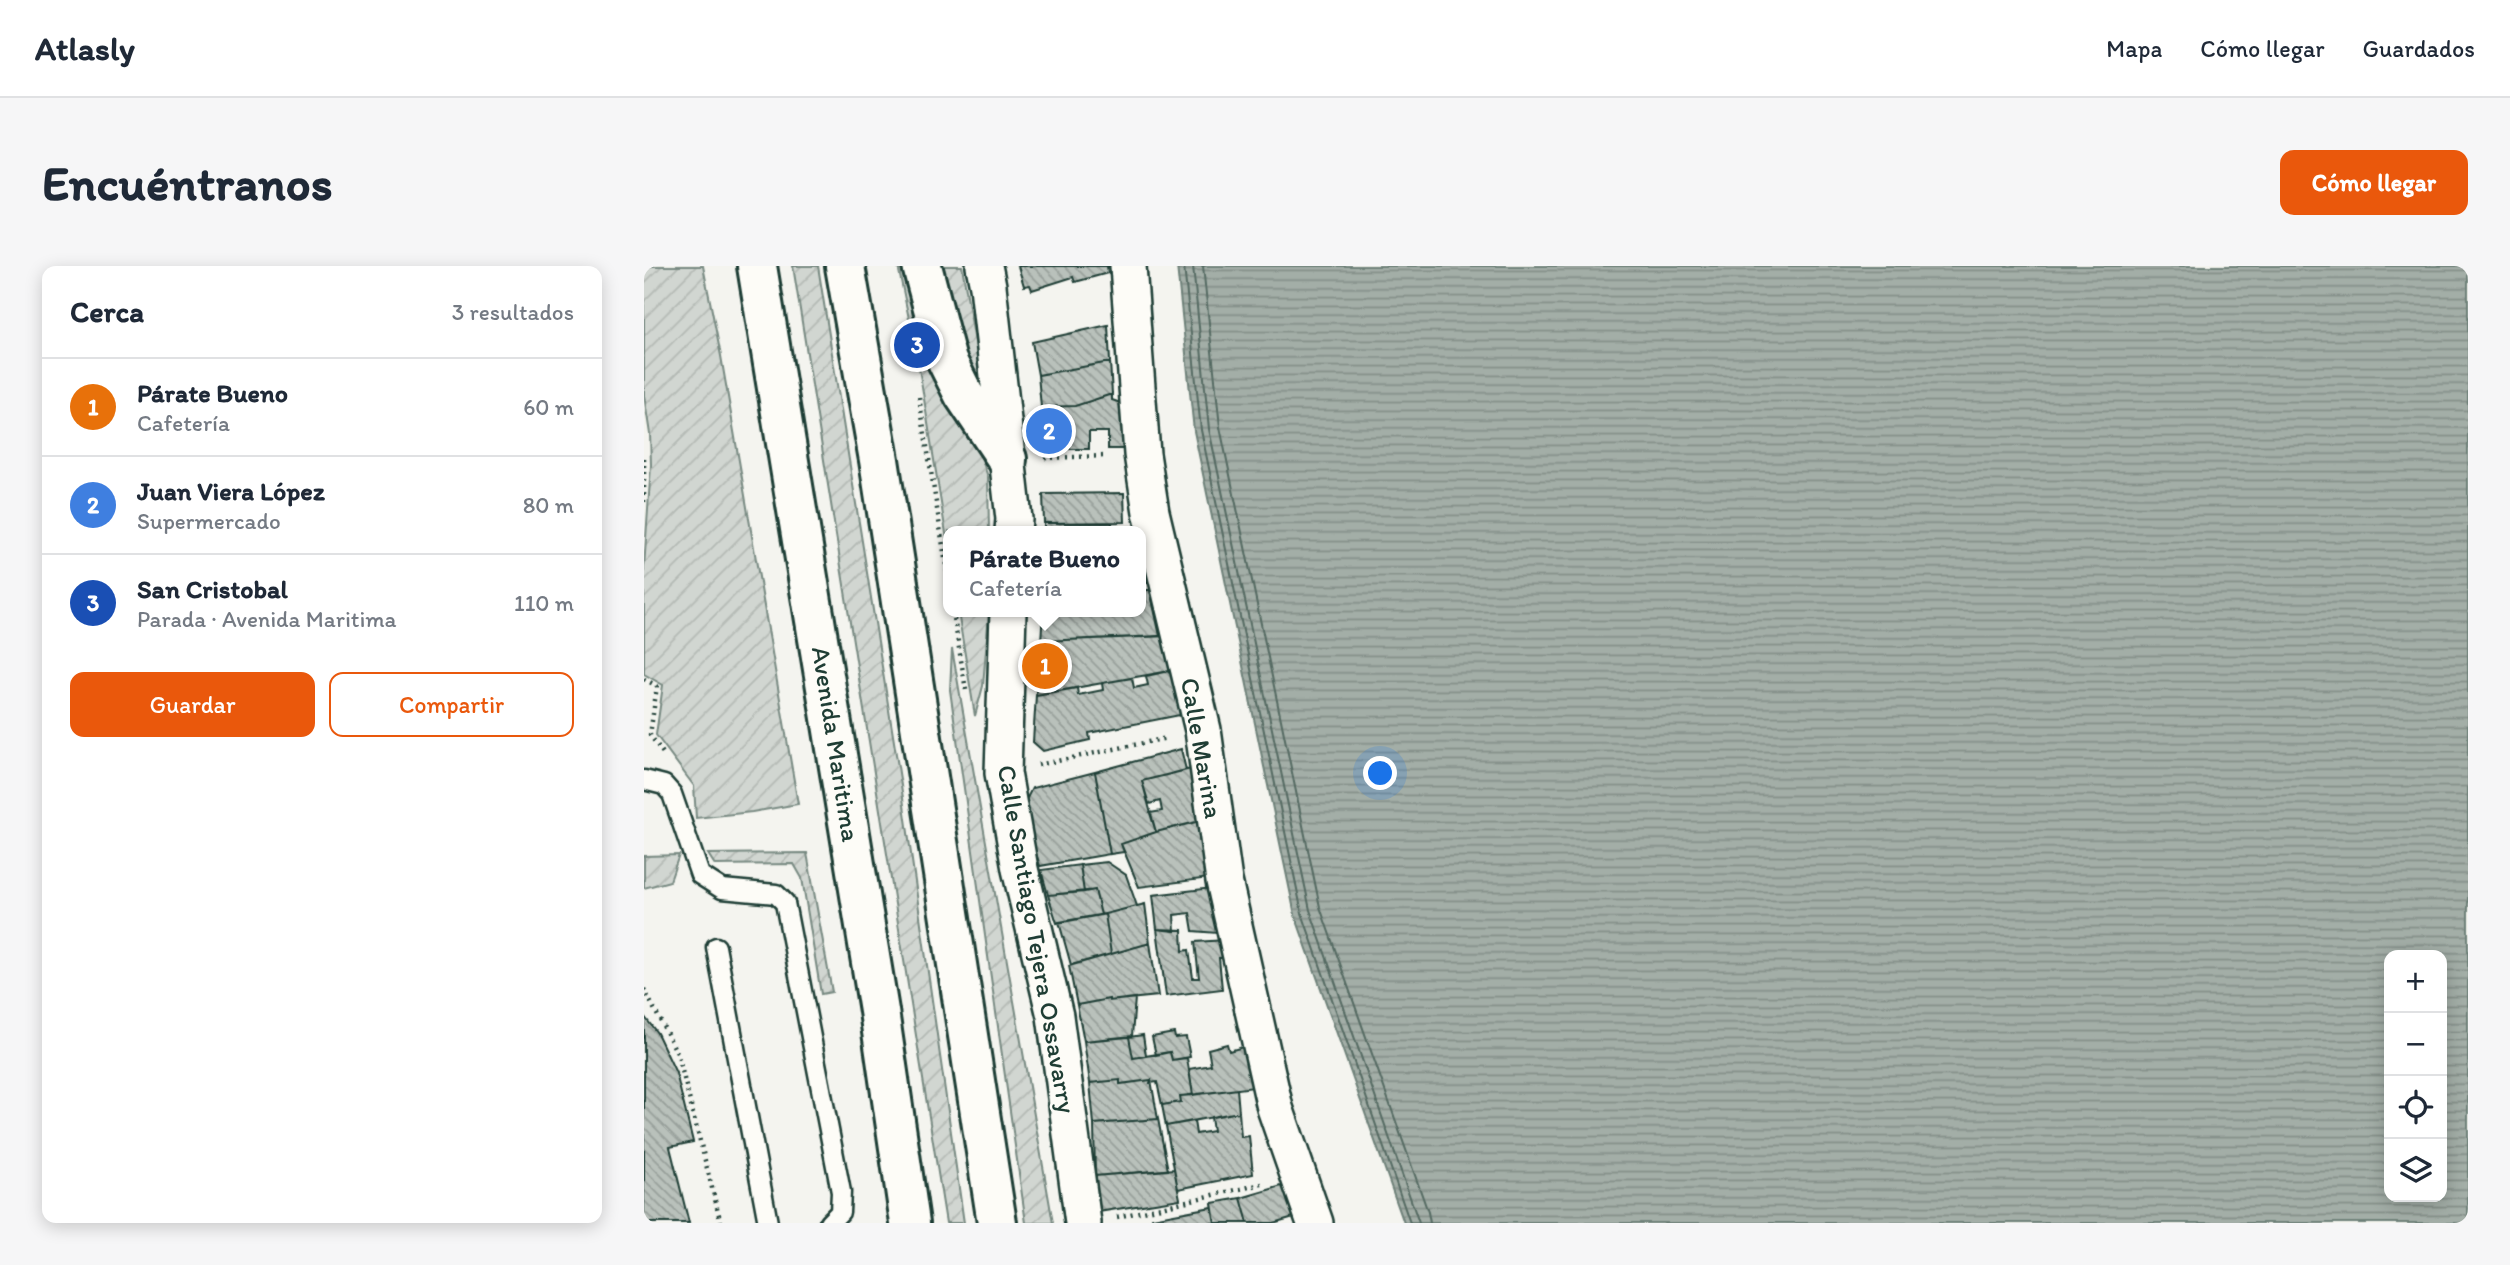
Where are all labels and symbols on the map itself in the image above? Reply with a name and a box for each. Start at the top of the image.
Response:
pin: 3 [894,319,940,371]
pin: 2 [1026,405,1072,457]
pin: 1 [1022,640,1068,692]
street label: Avenida Maritima [805,644,867,844]
street label: Calle Marina [1174,675,1230,821]
your location [1363,756,1397,790]
street label: Calle Santiago Tejera Ossavarry [991,762,1083,1116]

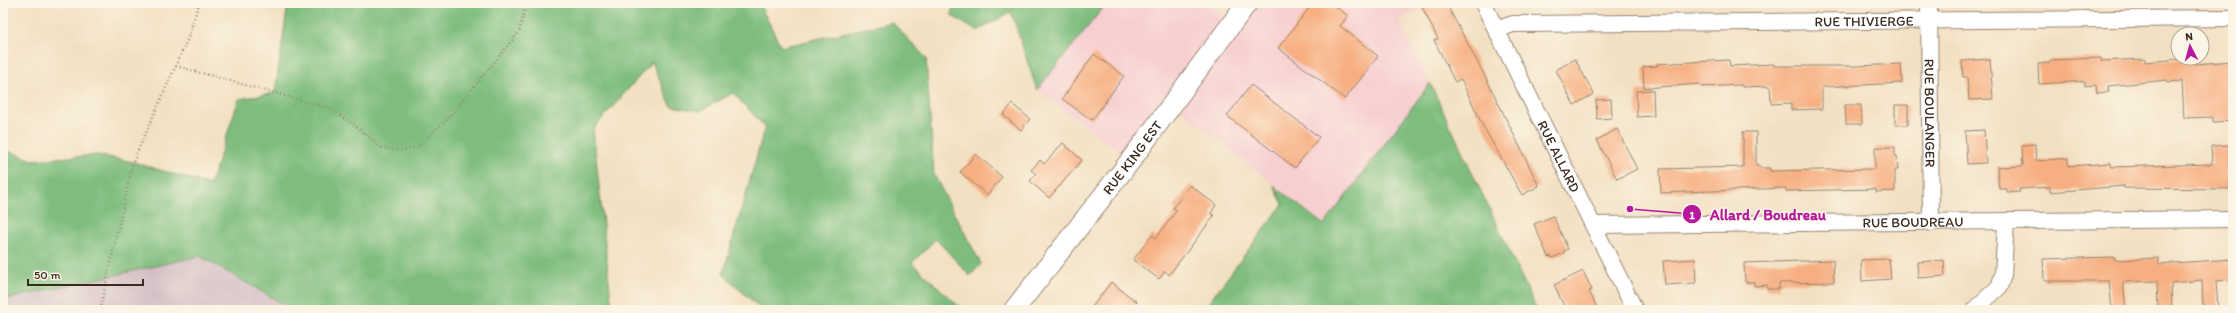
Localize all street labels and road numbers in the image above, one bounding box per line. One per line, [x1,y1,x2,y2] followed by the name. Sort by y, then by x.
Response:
[1814,13,1914,30] street label: RUE THIVIERGE
[1921,59,1938,168] street label: RUE BOULANGER
[1099,117,1166,198] street label: RUE KING EST
[1533,118,1583,195] street label: RUE ALLARD
[1862,214,1964,231] street label: RUE BOUDREAU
───
> _YOUR GOAL_:
Copy out every line of the data above, taking care to leave the pictures out.

> _TASK OUTPUT_:
Where are all labels and symbols on the map itself in the image above? Reply with a name and a box for each. Start at the top of the image.
Response:
pin: 3 [894,319,940,371]
pin: 2 [1026,405,1072,457]
pin: 1 [1022,640,1068,692]
street label: Avenida Maritima [805,644,867,844]
street label: Calle Marina [1174,675,1230,821]
your location [1363,756,1397,790]
street label: Calle Santiago Tejera Ossavarry [991,762,1083,1116]

Localize all street labels and road numbers in the image above, one bounding box per line. One per line, [x1,y1,x2,y2] followed by the name. Sort by y, then by x.
Response:
[1814,13,1914,30] street label: RUE THIVIERGE
[1921,59,1938,168] street label: RUE BOULANGER
[1099,117,1166,198] street label: RUE KING EST
[1533,118,1583,195] street label: RUE ALLARD
[1862,214,1964,231] street label: RUE BOUDREAU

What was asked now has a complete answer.